▶ **What is needed**:
Copy out all lines from the entries below in which "start" occurs.

** Opening Records block **

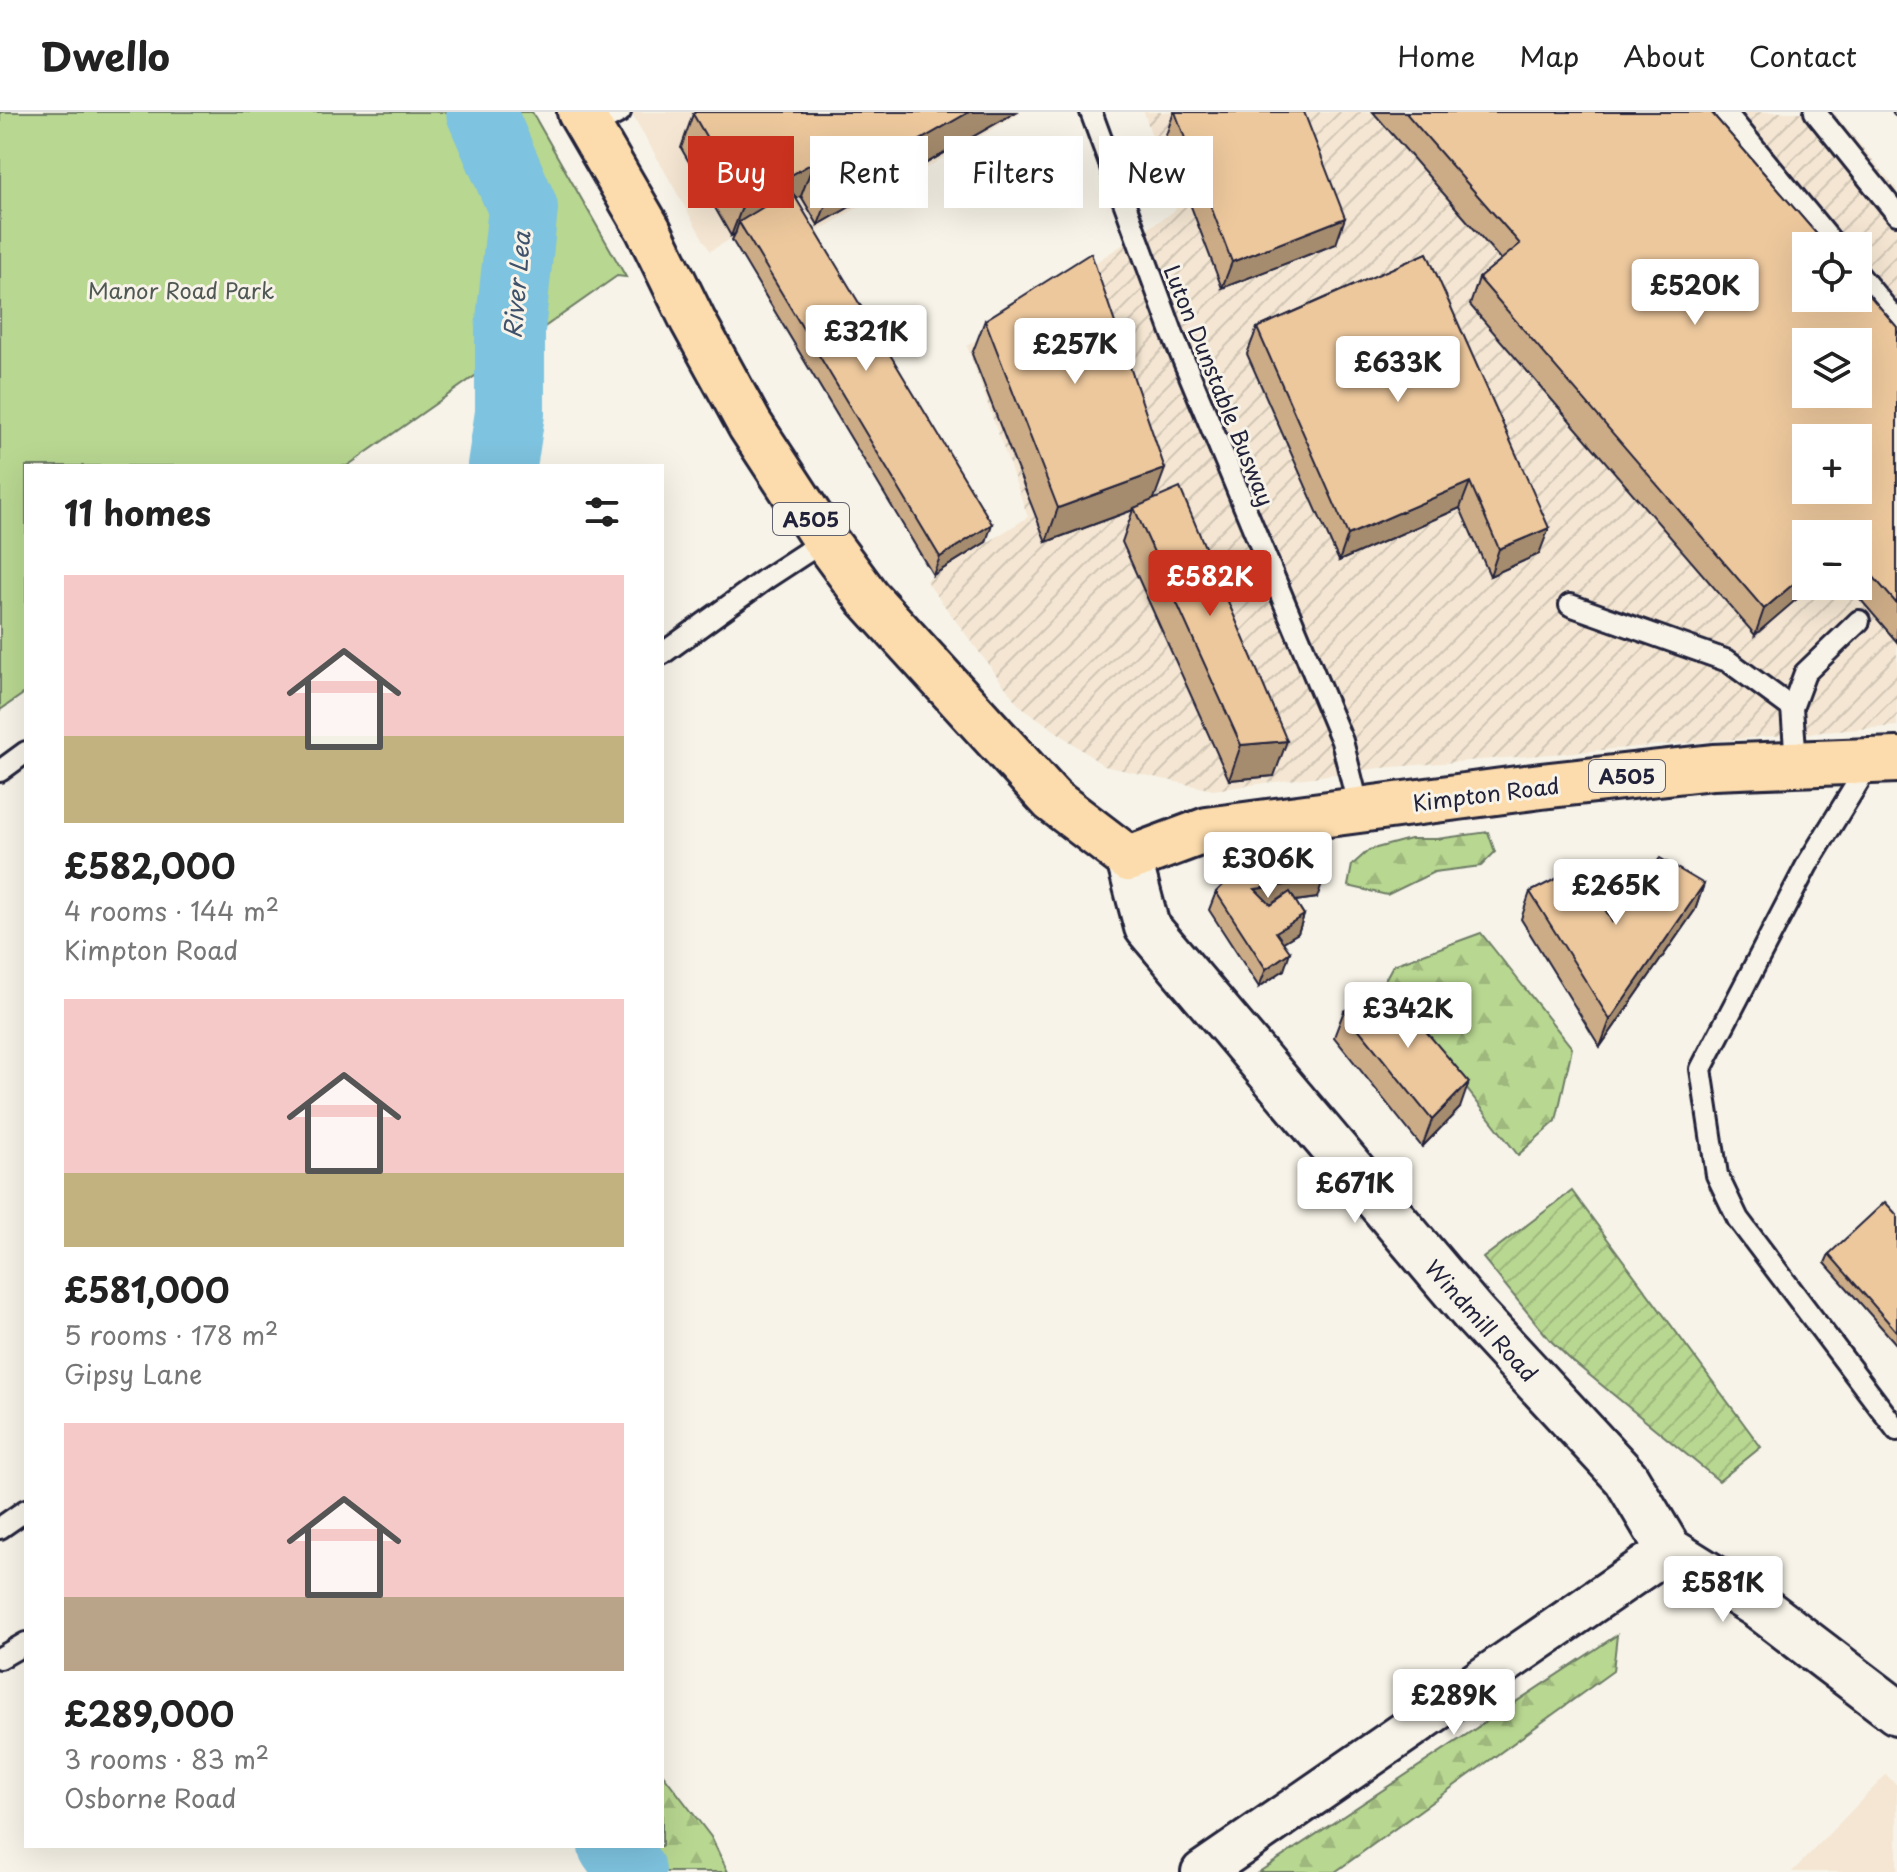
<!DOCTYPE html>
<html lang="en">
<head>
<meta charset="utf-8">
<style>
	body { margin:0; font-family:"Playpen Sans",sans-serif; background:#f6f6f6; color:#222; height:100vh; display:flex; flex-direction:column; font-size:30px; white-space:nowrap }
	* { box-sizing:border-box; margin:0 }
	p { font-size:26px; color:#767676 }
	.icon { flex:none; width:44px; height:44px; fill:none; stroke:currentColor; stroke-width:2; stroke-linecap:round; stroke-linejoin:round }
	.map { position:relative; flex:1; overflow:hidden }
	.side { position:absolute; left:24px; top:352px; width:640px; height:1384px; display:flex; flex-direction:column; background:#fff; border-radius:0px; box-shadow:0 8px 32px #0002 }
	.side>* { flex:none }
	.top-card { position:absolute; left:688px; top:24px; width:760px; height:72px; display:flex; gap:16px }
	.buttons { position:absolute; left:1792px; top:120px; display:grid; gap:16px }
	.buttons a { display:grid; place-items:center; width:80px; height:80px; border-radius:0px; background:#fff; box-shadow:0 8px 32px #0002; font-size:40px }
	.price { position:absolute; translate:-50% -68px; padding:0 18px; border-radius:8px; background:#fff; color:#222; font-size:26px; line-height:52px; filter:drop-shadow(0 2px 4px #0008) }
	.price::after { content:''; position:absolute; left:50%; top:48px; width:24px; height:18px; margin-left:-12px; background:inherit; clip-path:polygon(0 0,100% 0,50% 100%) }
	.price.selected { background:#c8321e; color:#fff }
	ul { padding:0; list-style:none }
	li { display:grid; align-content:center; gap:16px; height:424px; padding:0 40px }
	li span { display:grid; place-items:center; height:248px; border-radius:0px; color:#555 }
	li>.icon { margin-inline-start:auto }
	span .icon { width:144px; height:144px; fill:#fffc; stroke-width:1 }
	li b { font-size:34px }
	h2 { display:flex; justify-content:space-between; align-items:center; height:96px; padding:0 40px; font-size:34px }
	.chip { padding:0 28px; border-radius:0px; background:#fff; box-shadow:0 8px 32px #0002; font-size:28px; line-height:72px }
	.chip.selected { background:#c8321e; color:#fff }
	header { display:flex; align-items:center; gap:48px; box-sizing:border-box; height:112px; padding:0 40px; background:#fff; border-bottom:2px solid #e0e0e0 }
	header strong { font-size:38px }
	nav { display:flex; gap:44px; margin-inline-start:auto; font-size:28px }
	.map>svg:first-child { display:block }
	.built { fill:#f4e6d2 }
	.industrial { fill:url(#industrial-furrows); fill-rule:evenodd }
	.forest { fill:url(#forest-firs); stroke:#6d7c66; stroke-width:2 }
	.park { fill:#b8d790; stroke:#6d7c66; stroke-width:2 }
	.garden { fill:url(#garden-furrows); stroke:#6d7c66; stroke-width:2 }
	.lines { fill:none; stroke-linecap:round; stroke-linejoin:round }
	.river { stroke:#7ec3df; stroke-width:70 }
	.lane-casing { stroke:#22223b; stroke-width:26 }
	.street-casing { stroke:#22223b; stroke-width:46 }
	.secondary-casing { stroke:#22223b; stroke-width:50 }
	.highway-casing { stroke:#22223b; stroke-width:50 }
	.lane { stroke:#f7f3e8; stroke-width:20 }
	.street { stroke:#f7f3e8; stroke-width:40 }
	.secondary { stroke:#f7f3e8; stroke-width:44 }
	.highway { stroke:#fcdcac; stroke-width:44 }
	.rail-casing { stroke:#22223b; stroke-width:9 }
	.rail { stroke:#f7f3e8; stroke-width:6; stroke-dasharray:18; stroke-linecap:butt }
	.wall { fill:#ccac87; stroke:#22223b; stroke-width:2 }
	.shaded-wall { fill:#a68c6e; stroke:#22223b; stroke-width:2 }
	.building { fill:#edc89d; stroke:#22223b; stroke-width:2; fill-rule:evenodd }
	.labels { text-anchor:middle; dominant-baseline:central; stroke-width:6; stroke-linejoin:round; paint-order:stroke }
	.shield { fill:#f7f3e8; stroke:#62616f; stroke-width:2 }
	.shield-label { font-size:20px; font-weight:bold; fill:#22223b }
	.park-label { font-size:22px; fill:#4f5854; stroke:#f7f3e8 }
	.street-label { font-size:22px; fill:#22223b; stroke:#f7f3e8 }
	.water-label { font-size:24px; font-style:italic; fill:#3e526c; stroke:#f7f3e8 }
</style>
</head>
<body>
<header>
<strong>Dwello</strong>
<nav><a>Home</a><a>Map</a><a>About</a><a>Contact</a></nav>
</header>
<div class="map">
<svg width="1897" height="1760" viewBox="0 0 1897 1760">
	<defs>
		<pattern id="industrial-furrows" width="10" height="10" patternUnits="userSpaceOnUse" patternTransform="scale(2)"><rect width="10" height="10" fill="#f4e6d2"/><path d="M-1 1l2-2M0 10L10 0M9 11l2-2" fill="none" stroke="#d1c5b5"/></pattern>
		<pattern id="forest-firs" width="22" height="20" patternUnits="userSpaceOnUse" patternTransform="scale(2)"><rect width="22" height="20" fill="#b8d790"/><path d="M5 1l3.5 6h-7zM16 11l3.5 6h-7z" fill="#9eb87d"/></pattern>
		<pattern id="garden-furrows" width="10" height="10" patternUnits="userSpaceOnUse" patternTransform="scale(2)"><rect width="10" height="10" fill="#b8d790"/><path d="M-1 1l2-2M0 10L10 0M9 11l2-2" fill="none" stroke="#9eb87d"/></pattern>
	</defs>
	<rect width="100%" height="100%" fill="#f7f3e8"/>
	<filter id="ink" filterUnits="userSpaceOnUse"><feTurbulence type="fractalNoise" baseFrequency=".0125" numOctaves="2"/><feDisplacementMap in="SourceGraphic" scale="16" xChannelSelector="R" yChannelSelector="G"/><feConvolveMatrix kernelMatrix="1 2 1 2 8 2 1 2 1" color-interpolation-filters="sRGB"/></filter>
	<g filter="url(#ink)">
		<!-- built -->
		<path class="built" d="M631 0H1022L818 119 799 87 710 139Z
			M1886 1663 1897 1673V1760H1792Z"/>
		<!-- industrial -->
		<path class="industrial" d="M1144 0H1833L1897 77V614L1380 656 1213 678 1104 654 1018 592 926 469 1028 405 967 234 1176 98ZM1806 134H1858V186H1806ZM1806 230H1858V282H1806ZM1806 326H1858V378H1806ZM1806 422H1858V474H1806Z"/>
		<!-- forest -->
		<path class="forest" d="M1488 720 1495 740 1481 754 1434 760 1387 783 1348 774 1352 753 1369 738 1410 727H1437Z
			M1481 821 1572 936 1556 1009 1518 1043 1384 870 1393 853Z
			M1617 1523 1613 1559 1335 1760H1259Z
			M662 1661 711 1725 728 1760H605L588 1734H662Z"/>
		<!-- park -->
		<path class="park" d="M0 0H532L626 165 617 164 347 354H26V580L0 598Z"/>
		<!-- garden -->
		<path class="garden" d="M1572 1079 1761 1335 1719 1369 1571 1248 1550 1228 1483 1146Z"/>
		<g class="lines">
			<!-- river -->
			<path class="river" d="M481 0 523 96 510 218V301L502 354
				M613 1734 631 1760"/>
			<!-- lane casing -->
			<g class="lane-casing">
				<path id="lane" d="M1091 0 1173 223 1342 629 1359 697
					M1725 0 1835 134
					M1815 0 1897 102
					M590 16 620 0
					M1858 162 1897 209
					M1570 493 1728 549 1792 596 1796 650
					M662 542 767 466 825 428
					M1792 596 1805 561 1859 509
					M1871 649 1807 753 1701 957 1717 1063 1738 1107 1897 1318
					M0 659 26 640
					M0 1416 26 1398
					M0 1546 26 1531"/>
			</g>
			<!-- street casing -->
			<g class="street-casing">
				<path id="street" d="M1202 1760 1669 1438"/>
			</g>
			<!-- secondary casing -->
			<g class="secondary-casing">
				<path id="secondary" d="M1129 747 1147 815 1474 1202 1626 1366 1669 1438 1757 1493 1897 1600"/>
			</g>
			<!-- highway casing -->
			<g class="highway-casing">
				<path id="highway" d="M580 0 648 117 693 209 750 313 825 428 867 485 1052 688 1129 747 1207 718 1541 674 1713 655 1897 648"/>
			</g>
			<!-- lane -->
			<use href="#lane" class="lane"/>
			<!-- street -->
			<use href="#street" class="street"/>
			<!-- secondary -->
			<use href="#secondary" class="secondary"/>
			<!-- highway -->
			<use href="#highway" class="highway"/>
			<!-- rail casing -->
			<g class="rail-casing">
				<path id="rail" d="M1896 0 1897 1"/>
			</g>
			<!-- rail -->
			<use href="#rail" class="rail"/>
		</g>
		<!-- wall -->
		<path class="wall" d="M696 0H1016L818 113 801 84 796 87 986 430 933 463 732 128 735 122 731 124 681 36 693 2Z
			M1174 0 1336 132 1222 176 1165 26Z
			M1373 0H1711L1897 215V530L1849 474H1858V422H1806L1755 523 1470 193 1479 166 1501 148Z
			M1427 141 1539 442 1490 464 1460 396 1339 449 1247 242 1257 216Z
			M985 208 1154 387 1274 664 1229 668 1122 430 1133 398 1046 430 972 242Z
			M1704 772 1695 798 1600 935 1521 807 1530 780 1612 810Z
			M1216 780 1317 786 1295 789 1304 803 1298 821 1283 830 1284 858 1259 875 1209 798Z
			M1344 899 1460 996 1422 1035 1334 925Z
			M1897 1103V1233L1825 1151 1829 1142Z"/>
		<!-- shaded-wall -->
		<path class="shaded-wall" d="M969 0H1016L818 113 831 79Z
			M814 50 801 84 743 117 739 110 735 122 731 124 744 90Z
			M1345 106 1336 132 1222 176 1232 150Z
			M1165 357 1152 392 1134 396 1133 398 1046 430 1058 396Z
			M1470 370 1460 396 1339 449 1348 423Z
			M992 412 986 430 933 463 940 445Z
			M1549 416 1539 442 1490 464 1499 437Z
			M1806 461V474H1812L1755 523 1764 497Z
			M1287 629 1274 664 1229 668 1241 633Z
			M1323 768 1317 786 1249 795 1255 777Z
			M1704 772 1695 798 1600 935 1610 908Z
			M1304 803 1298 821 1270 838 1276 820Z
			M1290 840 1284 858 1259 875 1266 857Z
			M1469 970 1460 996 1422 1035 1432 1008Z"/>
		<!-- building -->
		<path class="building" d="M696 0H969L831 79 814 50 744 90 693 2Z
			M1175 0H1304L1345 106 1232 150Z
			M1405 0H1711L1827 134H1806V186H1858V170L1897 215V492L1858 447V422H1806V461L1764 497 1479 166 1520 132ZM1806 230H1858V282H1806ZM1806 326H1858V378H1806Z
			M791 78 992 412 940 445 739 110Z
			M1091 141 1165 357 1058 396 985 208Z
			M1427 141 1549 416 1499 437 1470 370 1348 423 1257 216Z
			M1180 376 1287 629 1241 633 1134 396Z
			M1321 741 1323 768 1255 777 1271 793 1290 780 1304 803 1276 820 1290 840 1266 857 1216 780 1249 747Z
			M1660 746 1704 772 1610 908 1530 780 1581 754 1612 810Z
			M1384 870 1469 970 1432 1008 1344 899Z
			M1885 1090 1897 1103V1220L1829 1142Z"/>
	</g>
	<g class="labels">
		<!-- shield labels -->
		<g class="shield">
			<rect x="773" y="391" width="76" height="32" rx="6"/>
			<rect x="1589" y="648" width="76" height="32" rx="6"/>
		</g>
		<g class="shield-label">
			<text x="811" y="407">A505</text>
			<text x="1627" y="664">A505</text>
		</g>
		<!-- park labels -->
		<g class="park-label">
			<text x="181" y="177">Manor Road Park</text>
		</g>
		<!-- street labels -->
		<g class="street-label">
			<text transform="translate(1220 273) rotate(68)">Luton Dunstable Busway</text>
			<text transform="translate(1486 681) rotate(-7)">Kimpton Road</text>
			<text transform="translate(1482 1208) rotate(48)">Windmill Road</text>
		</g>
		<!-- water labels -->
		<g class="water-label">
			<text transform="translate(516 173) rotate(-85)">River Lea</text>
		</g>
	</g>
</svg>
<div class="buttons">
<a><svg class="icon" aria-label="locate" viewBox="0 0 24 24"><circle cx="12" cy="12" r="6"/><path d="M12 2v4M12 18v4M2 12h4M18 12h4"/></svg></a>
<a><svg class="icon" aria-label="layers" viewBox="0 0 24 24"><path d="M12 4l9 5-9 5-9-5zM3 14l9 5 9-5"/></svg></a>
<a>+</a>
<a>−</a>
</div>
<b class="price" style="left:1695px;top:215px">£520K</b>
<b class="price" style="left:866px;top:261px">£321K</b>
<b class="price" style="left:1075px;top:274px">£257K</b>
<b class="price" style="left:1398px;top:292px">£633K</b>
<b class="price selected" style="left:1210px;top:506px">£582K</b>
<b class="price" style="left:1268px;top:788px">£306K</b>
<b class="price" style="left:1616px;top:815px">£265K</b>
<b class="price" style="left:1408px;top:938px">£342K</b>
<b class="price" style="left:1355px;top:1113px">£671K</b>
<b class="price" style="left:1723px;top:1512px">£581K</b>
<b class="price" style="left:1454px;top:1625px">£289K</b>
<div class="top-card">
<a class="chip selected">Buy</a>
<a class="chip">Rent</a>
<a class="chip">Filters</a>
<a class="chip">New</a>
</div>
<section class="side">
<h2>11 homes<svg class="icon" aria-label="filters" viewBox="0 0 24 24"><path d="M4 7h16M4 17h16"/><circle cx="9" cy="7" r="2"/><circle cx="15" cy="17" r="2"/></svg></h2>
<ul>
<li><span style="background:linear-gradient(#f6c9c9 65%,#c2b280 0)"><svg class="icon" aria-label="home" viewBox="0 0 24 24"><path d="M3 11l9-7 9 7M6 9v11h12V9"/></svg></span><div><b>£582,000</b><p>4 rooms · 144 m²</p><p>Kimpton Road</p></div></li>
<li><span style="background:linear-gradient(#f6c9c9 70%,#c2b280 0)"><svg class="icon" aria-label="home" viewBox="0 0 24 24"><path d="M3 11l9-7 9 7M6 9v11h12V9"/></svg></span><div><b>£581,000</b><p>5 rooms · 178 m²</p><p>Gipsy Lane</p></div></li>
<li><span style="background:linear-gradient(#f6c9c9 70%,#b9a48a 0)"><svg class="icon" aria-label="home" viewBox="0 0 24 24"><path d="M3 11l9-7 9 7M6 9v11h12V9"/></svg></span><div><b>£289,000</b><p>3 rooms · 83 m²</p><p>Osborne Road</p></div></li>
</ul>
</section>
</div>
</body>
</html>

** Closing Records block **

▶ **Result for this exercise**:
	li>.icon { margin-inline-start:auto }
	nav { display:flex; gap:44px; margin-inline-start:auto; font-size:28px }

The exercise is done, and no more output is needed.